Lots of reports today about a plunge in corn and other food commodity prices following good news from the USDA on plantings and progress of this year's corn crop.

In just the last couple weeks corn prices have fallen from nearly $8/bushel to about $6.15.  All of that is due to a rather small amount of information about the progress of this year's crop.  Yes, there were reports of flooding and late plantings, but that kind of thing rarely has much effect on the overall crop production.  The late plantings just set up even more volatility going forward, since the plants will be  susceptible to extreme heat in July and August.

This volatility is exactly what economic models predict when inventories are low and cannot buffer weather shocks.  I expect to see even larger swings in late July and August, because it's weather in these months, and particularly the amount of extreme heat in the Midwest, that will determine the size of the corn and soybean crops.

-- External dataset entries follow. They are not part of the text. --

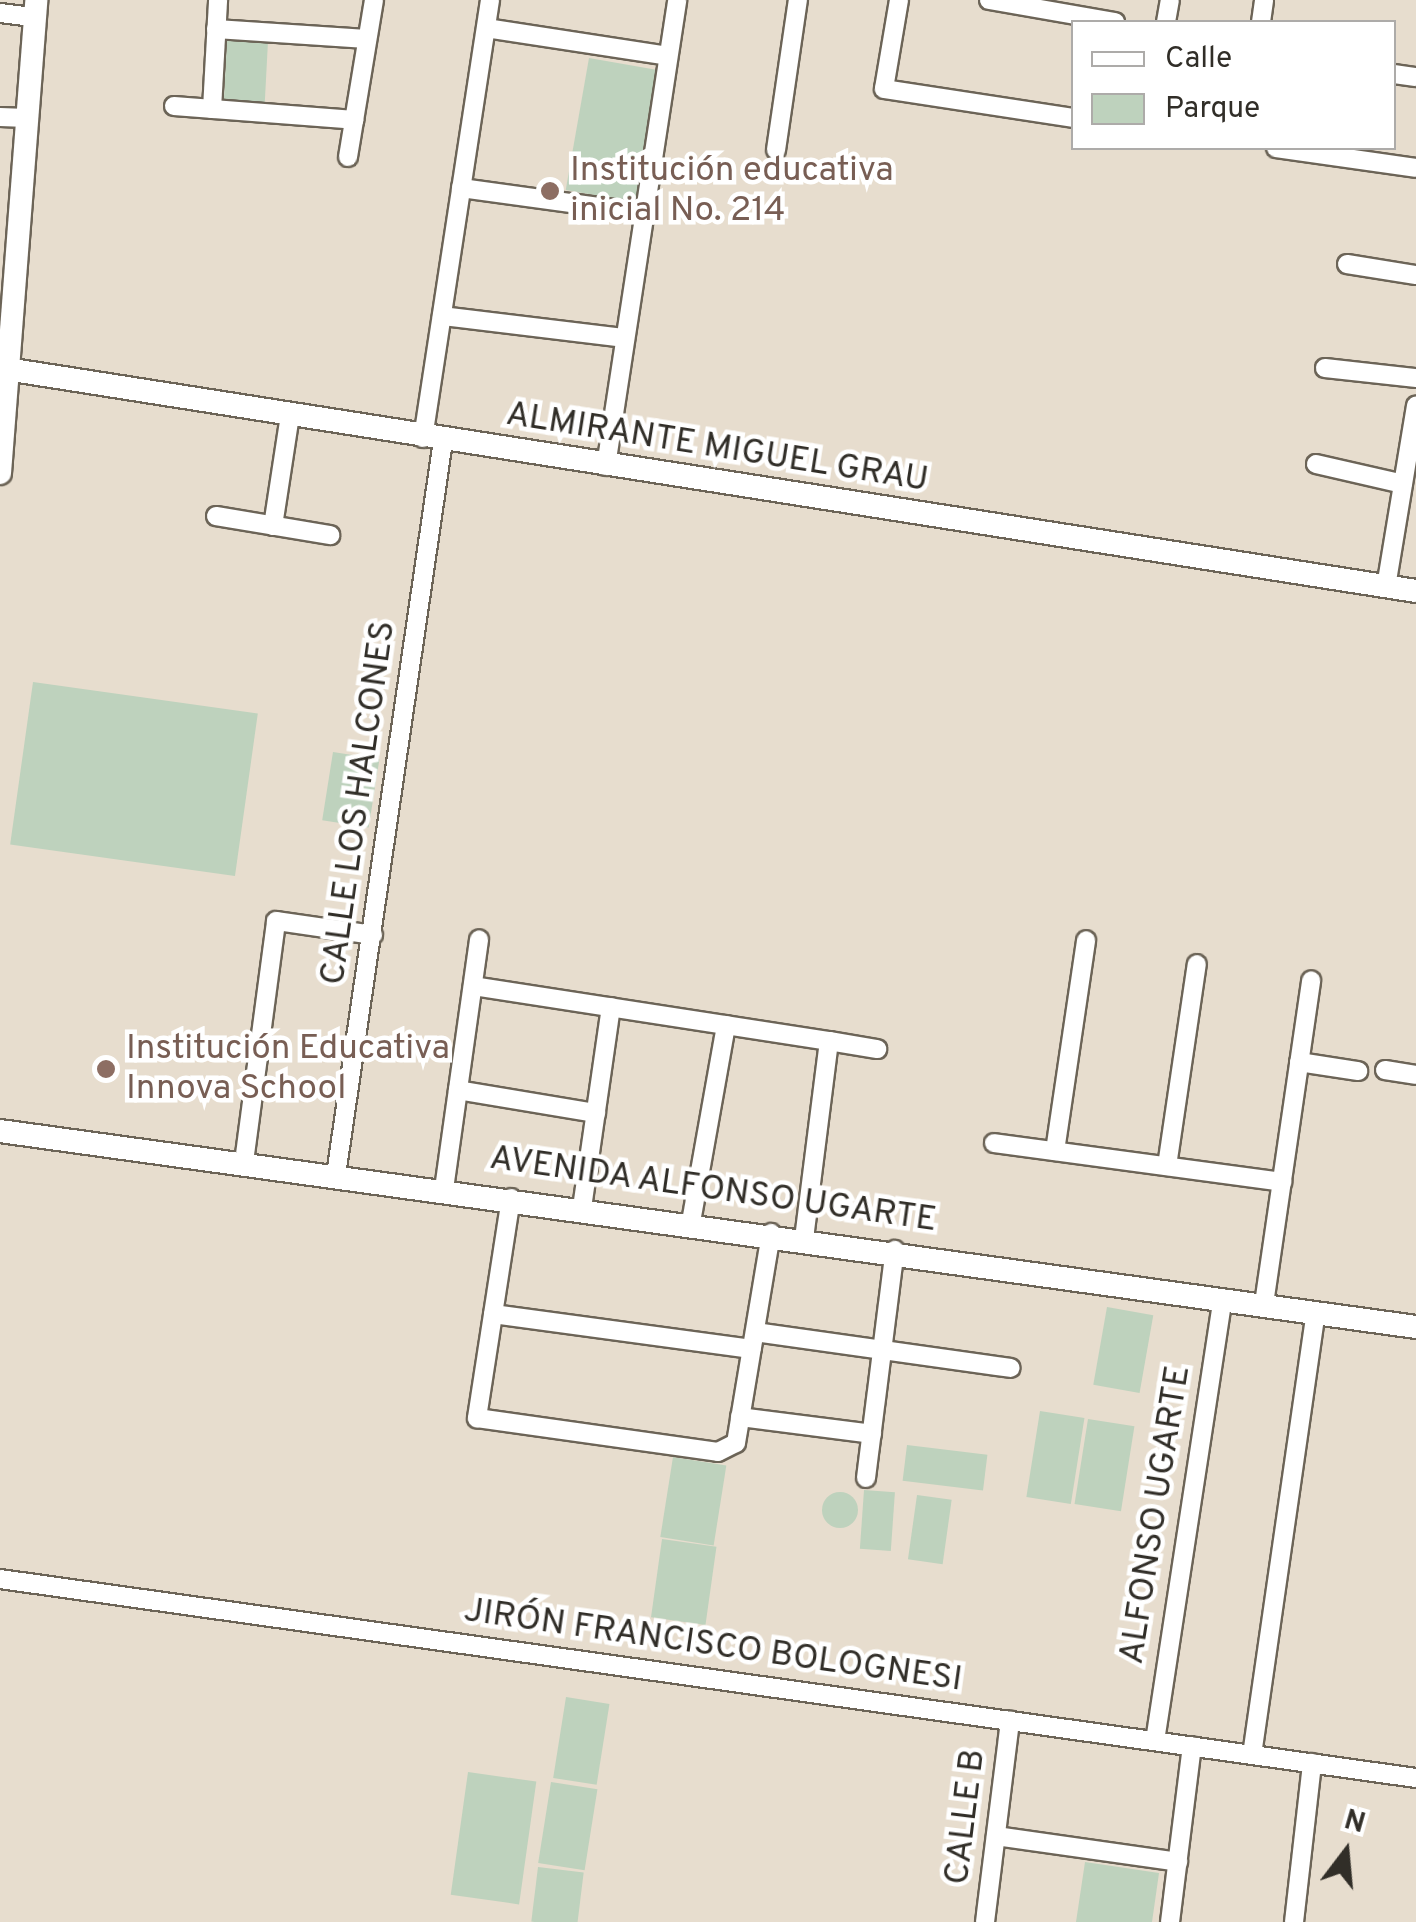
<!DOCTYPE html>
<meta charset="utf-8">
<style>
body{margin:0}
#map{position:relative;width:1416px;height:1922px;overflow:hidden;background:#e7ddce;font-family:Overpass,sans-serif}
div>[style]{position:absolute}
.green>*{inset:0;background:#bed2bd;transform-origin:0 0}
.round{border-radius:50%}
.roads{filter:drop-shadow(2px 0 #6c6457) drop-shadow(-2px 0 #6c6457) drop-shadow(0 2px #6c6457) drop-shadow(0 -2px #6c6457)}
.minor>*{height:18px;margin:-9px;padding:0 9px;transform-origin:9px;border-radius:9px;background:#fff}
.tertiary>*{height:22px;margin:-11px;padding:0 11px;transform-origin:11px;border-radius:11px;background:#fff}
.dots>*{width:28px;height:28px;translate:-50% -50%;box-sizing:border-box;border:5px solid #fff;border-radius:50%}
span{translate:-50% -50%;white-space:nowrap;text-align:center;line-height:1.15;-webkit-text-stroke:9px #fff;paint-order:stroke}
.education-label{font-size:35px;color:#785e54}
.left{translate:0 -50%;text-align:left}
.street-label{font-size:35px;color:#312e28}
.legend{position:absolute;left:1071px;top:20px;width:325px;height:130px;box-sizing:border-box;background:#fff;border:2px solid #adaba9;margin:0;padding:12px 18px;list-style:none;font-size:30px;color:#312e28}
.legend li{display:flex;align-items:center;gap:20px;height:50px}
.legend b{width:50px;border:2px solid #adaba9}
.north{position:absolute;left:1296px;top:1802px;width:100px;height:100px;-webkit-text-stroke:8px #fff;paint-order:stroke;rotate:16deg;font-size:28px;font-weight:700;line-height:40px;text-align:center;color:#312e28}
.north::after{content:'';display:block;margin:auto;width:35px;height:45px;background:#312e28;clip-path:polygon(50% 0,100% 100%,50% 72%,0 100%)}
</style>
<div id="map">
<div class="green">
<div style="left:227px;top:40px;width:41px;height:62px;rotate:3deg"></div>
<div style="left:589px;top:58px;width:71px;height:134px;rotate:10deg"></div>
<div style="left:33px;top:682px;width:227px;height:164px;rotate:8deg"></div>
<div style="left:333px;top:752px;width:47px;height:69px;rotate:9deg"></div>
<div style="left:1107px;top:1307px;width:47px;height:79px;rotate:10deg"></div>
<div style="left:1040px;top:1411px;width:45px;height:87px;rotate:9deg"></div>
<div style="left:1088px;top:1419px;width:47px;height:86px;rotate:9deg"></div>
<div style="left:907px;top:1445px;width:81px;height:36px;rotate:7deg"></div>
<div style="left:673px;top:1457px;width:54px;height:81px;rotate:9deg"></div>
<div style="left:864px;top:1490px;width:31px;height:59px;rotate:4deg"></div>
<div class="round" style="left:822px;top:1492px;width:36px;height:36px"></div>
<div style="left:917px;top:1495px;width:35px;height:65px;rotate:8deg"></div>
<div style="left:662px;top:1539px;width:55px;height:79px;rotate:8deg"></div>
<div style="left:566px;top:1697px;width:44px;height:82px;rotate:9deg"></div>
<div style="left:468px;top:1772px;width:69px;height:124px;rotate:8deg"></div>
<div style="left:551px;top:1782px;width:47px;height:82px;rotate:9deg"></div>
<div style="clip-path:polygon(1085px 1862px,1159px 1873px,1152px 1922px,1076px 1922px)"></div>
<div style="left:538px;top:1867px;width:46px;height:55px;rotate:7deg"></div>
</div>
<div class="roads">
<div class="minor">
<div style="left:899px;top:0;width:90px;rotate:99.6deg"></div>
<div style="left:884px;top:89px;width:192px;rotate:8.7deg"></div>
<div style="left:989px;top:0;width:128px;rotate:9.9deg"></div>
<div style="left:0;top:13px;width:35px;rotate:7deg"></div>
<div style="left:1166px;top:22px;width:22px;rotate:-80deg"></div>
<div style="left:1261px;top:22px;width:22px;rotate:-82deg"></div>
<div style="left:486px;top:28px;width:184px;rotate:8.7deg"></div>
<div style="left:216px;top:29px;width:151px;rotate:3.8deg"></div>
<div style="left:1394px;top:74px;width:22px;rotate:8deg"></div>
<div style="left:174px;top:106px;width:181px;rotate:4.4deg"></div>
<div style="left:212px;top:109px;width:109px;rotate:-86.8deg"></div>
<div style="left:0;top:117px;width:27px;rotate:2deg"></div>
<div style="left:1276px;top:148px;width:141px;rotate:8.1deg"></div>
<div style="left:776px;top:150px;width:152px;rotate:-81.7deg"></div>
<div style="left:348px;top:157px;width:159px;rotate:-80.6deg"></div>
<div style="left:461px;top:188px;width:185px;rotate:7.8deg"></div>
<div style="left:1347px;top:264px;width:70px;rotate:9.1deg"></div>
<div style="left:442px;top:316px;width:184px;rotate:6.9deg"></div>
<div style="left:1325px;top:368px;width:92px;rotate:6.3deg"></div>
<div style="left:423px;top:438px;width:443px;rotate:-81.3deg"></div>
<div style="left:1316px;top:464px;width:89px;rotate:12.9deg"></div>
<div style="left:606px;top:466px;width:471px;rotate:-81.3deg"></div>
<div style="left:216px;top:516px;width:116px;rotate:9.5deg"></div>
<div style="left:273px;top:526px;width:112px;rotate:-81.3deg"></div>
<div style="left:1386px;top:587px;width:184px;rotate:-80.6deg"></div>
<div style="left:473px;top:986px;width:360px;rotate:8.8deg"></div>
<div style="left:829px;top:1041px;width:199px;rotate:97.2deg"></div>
<div style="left:829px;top:1041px;width:49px;rotate:9.5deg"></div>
<div style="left:1299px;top:1062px;width:60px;rotate:8.7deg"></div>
<div style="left:1385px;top:1070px;width:31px;rotate:9deg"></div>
<div style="left:458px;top:1090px;width:140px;rotate:9.5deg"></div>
<div style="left:994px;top:1143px;width:291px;rotate:7.7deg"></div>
<div style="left:1055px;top:1151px;width:213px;rotate:-81.6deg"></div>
<div style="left:244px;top:1162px;width:243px;rotate:-82.4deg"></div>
<div style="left:276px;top:921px;width:98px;rotate:8.2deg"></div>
<div style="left:1167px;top:1166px;width:204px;rotate:-81.6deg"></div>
<div style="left:336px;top:1175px;width:742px;rotate:-81.71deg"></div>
<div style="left:444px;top:1189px;width:252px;rotate:-82deg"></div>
<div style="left:511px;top:1198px;width:223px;rotate:98.8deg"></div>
<div style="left:477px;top:1418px;width:243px;rotate:8deg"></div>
<div style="left:718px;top:1452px;width:20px;rotate:-27deg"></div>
<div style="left:736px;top:1443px;width:213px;rotate:-80.5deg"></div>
<div style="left:582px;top:1208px;width:203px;rotate:-81.8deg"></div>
<div style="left:691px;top:1222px;width:200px;rotate:-79.9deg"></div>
<div style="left:1264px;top:1304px;width:327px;rotate:-81.7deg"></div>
<div style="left:493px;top:1314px;width:261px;rotate:7.7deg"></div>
<div style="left:755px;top:1332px;width:258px;rotate:8deg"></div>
<div style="left:740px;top:1417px;width:133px;rotate:7.3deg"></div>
<div style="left:866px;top:1478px;width:230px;rotate:-82.8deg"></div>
<div style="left:0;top:1579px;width:1430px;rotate:8deg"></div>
<div style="left:1155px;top:1741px;width:448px;rotate:-81.3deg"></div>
<div style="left:1252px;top:1755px;width:448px;rotate:-81.8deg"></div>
<div style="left:996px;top:1836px;width:184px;rotate:8.1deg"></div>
<div style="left:985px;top:1922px;width:203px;rotate:-82.9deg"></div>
<div style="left:1170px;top:1922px;width:177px;rotate:-82.9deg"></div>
<div style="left:1294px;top:1922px;width:160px;rotate:-83.5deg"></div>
</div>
<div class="tertiary">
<div style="left:0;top:368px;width:1433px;rotate:8.95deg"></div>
<div style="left:0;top:473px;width:474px;rotate:-85.6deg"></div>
<div style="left:0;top:1131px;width:1430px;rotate:7.88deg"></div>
</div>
</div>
<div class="dots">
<div style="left:550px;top:191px;background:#8d6e63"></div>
<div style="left:106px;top:1069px;background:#8d6e63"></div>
</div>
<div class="education-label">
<span class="left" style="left:570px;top:191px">Institución educativa<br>inicial No. 214</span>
<span class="left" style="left:126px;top:1069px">Institución Educativa<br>Innova School</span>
</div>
<div class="street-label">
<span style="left:717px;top:448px;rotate:9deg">ALMIRANTE MIGUEL GRAU</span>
<span style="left:359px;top:803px;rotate:-82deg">CALLE LOS HALCONES</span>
<span style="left:713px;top:1190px;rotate:8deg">AVENIDA ALFONSO UGARTE</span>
<span style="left:1156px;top:1515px;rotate:-81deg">ALFONSO UGARTE</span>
<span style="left:713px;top:1646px;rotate:8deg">JIRÓN FRANCISCO BOLOGNESI</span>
<span style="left:966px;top:1817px;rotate:-83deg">CALLE B</span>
</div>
<ul class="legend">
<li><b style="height:12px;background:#fff"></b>Calle</li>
<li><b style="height:28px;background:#bed2bd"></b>Parque</li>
</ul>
<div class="north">N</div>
</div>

But this volatility does provide a teachable moment:  it shows how sensitive prices are to small quantity changes.  That sensitivity provides some indication of how much ethanol could be influencing food prices globally.  And while long-run sensitivities are likely less than those in the short run, it also shows us how sensitive food commodity prices could be to even modest climate change impacts on US and world agriculture.


  1. This is a really interesting post. What are the economic models of inventories that you refer to? I am not so familiar with this branch of econ.

  2. I'm thinking mainly of the excellent book by Jeffrey Williams and Brian Wright, many of their papers, and also the seminal works by Deaton and Laroque. Googling those names "commodity prices" and "storage" will help you find the academic meat. There's lots of reduced form stuff on volatility that exploits inventory variations as well. There's also a lot in the archive of this blog.